2023 journal article
An Unsaturated Hydraulic Conductivity Model Based on the Capillary Bundle Model, the Brooks-Corey Model and Waxman-Smits Model
WATER RESOURCES RESEARCH, 59(6).
AbstractSoil unsaturated hydraulic conductivity (K), which depends on water content (θ) and matric potential (ψ), exhibits a high degree of variability at the field scale. Here we first develop a theoretical hydraulic‐electrical conductivity (σ) relationship under low and high salinity cases based on the capillary bundle model and Waxman and Smits model which can account for the non‐linear behavior of σ at low salinities. Then the K‐σ relationship is converted into a K(θ, ψ) model using the Brooks‐Corey model. The model includes two parameters c and γ. Parameter c accounts for the variation of the term (λ + 2)/(λ + 4) where λ is the pore size distribution parameter in the Brooks‐Corey model, and the term m‐n where m and n are Archie's saturation and cementation exponents, respectively. Parameter γ is the sum of the tortuosity factor accounting for the differences between hydraulic and electrical tortuosity and Archie's saturation exponent.

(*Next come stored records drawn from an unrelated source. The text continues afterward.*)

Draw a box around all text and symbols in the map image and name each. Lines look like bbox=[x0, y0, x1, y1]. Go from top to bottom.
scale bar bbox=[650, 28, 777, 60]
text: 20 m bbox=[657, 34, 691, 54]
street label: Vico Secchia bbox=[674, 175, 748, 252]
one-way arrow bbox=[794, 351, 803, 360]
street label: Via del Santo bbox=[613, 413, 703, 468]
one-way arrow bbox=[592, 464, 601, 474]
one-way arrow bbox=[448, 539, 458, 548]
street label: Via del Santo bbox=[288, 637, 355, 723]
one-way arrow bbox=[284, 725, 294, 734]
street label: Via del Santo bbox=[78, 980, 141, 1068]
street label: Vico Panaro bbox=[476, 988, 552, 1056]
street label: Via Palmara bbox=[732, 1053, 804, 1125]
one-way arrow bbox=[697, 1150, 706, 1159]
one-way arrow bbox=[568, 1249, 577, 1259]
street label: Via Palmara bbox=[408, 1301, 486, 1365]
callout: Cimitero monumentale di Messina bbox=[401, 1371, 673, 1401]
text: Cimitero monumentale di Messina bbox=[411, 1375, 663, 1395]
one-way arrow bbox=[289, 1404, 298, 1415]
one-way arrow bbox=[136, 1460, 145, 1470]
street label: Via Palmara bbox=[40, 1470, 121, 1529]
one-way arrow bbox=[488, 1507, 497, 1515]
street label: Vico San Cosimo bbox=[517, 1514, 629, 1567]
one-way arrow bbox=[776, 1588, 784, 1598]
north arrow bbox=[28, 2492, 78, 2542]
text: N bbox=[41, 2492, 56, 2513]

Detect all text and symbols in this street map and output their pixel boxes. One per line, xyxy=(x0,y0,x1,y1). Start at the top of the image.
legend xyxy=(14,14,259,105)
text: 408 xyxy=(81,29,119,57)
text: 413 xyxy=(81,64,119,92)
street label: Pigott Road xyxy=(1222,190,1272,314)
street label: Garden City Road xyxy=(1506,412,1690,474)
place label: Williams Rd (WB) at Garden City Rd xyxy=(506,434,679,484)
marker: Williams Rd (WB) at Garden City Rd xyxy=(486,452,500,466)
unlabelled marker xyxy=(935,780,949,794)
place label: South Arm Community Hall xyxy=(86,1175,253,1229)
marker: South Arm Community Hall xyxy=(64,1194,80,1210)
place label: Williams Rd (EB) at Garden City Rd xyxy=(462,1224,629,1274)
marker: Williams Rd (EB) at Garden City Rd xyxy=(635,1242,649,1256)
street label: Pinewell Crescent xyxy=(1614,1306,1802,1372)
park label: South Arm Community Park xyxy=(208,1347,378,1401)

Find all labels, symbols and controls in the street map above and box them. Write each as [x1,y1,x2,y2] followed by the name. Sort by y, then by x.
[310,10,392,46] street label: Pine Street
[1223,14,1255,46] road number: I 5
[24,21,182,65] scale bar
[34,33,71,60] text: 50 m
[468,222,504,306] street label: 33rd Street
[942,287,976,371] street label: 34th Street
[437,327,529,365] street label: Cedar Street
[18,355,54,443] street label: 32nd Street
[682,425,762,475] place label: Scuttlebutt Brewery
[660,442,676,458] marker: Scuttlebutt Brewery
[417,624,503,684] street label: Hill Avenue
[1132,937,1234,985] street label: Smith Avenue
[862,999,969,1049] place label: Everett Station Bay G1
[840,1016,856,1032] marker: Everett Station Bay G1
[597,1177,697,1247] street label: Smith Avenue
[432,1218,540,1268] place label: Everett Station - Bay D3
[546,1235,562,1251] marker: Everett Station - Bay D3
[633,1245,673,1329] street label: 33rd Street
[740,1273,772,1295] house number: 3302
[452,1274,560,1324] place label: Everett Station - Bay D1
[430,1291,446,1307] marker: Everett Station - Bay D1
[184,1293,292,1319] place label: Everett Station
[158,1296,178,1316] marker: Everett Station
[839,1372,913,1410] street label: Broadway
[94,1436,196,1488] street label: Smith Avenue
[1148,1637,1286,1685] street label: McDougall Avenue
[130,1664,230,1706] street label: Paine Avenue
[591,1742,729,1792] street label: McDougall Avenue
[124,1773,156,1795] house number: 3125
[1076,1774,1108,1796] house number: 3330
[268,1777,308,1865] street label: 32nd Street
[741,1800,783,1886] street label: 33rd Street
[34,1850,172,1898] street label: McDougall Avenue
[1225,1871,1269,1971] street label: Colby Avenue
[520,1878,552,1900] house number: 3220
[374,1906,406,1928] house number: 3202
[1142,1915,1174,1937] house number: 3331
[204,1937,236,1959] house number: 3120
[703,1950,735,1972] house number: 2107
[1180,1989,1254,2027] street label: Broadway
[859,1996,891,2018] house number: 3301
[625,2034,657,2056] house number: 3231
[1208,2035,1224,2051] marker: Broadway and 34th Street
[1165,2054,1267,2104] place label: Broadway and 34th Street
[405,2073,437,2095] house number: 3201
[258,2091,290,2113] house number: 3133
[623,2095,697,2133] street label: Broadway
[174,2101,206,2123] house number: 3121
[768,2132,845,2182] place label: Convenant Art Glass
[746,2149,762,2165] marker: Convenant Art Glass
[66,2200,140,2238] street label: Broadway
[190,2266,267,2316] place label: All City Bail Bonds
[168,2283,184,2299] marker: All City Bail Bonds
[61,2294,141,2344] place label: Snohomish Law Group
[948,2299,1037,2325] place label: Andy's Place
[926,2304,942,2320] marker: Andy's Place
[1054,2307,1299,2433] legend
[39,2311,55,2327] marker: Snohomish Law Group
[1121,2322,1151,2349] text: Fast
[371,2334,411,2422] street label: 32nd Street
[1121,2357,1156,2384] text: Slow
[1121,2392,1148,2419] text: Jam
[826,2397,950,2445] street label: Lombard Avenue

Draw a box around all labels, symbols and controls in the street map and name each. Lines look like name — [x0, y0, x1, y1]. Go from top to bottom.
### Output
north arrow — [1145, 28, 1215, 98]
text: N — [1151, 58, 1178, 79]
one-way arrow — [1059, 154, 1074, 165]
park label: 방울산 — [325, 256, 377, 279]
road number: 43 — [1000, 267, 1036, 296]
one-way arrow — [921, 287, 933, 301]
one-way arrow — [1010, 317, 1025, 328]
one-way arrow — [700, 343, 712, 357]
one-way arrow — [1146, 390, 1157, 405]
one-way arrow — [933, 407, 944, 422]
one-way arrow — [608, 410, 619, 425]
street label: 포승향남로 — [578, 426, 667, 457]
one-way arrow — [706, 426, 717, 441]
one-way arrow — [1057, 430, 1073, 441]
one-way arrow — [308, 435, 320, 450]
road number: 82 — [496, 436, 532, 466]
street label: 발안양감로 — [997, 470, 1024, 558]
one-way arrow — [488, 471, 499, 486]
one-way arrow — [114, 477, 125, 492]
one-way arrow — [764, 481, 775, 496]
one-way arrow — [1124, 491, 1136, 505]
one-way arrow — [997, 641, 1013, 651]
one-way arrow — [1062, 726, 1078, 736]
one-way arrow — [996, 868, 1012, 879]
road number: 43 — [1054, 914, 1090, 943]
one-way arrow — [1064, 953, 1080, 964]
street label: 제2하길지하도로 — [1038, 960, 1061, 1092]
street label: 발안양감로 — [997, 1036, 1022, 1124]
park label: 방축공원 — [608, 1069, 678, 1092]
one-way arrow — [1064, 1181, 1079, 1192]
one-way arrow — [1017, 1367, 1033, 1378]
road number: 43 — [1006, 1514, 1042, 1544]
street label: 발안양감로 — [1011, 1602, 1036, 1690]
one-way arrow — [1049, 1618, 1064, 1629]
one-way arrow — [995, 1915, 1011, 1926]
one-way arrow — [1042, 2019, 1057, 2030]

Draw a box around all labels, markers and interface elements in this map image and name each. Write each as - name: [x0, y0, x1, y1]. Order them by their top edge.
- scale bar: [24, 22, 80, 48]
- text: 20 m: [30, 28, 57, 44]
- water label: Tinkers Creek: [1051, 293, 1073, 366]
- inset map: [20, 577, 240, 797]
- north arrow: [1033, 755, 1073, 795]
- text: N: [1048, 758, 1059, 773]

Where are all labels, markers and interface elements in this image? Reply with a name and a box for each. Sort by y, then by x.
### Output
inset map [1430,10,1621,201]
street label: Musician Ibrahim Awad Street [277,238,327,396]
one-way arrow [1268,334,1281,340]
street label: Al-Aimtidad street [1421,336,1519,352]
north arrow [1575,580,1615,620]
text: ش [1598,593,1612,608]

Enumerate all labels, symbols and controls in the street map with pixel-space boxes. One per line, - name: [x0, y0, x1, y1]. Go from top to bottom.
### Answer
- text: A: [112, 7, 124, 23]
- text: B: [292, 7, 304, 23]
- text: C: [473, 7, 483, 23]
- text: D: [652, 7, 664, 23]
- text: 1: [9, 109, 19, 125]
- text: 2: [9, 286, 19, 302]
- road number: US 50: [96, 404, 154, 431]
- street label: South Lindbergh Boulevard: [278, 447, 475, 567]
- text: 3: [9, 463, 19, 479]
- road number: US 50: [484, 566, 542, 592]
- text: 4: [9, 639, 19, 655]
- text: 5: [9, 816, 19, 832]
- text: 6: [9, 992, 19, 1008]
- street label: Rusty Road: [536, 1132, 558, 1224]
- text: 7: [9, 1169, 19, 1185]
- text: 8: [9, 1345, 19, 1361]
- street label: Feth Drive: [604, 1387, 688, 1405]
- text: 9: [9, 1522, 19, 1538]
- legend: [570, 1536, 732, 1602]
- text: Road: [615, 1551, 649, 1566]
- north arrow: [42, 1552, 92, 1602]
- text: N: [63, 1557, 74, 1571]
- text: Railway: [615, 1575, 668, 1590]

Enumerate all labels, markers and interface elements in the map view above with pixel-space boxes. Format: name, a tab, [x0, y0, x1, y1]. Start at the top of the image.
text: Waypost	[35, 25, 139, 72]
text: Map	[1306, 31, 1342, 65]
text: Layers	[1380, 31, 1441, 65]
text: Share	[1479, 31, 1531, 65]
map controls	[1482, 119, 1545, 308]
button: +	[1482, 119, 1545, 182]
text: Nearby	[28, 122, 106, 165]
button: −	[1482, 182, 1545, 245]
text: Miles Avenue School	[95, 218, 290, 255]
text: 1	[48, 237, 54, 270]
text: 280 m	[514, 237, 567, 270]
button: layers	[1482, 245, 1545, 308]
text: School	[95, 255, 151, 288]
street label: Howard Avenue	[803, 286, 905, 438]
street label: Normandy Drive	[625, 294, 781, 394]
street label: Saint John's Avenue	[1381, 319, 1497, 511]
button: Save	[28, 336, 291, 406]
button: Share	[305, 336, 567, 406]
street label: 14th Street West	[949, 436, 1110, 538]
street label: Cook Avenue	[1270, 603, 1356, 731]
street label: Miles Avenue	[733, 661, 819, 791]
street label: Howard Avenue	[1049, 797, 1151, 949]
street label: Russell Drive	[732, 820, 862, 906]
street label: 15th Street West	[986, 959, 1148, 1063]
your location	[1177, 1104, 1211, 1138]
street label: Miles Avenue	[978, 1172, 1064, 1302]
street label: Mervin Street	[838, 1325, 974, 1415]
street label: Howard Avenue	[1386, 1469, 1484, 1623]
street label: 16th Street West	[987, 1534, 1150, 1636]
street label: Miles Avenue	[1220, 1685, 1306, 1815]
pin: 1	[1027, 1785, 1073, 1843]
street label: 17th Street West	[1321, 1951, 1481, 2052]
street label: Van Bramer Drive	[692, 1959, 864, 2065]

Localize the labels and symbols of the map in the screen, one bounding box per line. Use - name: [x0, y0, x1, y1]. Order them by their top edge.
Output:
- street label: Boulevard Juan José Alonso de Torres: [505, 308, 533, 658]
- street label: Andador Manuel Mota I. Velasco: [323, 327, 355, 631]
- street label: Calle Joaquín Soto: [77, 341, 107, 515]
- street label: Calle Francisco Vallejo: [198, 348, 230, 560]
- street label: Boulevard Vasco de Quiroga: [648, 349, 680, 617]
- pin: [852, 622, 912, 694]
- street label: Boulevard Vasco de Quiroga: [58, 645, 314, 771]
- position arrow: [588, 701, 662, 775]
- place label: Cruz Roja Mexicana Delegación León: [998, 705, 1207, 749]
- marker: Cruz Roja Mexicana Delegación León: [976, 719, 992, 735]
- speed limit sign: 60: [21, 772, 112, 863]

Based on a calibration data set of 150 soils selected from the UNSODA database, the best fitting log(c) and γ values were determined as −2.53 and 1.92, −4.39 and −0.14, −5.01 and −1.34, and −5.79 and −2.27 for four textural groups. The estimated log10(K) values with the new K(θ, ψ) model compared well to the measured values from an independent data set of 49 soils selected from the UNSODA database, with mean error (ME), relative error (RE), root mean square error (RMSE) and coefficient of determination (R2) values of 0.02, 8.8%, 0.80 and 0.73, respectively. A second test of the new K(θ, ψ) model using a data set representing 23 soils reported in the literature also showed good agreement between estimated and measured log10(K) values with ME of −0.01, RE of 9.5%, RMSE of 0.77 and R2 of 0.85. The new K(θ, ψ) model outperformed the Mualem‐van Genuchten model and two recently published pedo‐transfer functions. The new K(θ, ψ) model can be applied for estimating K under field conditions and for hydrologic modeling without need for soil water retention curve data fitting to derive a K function.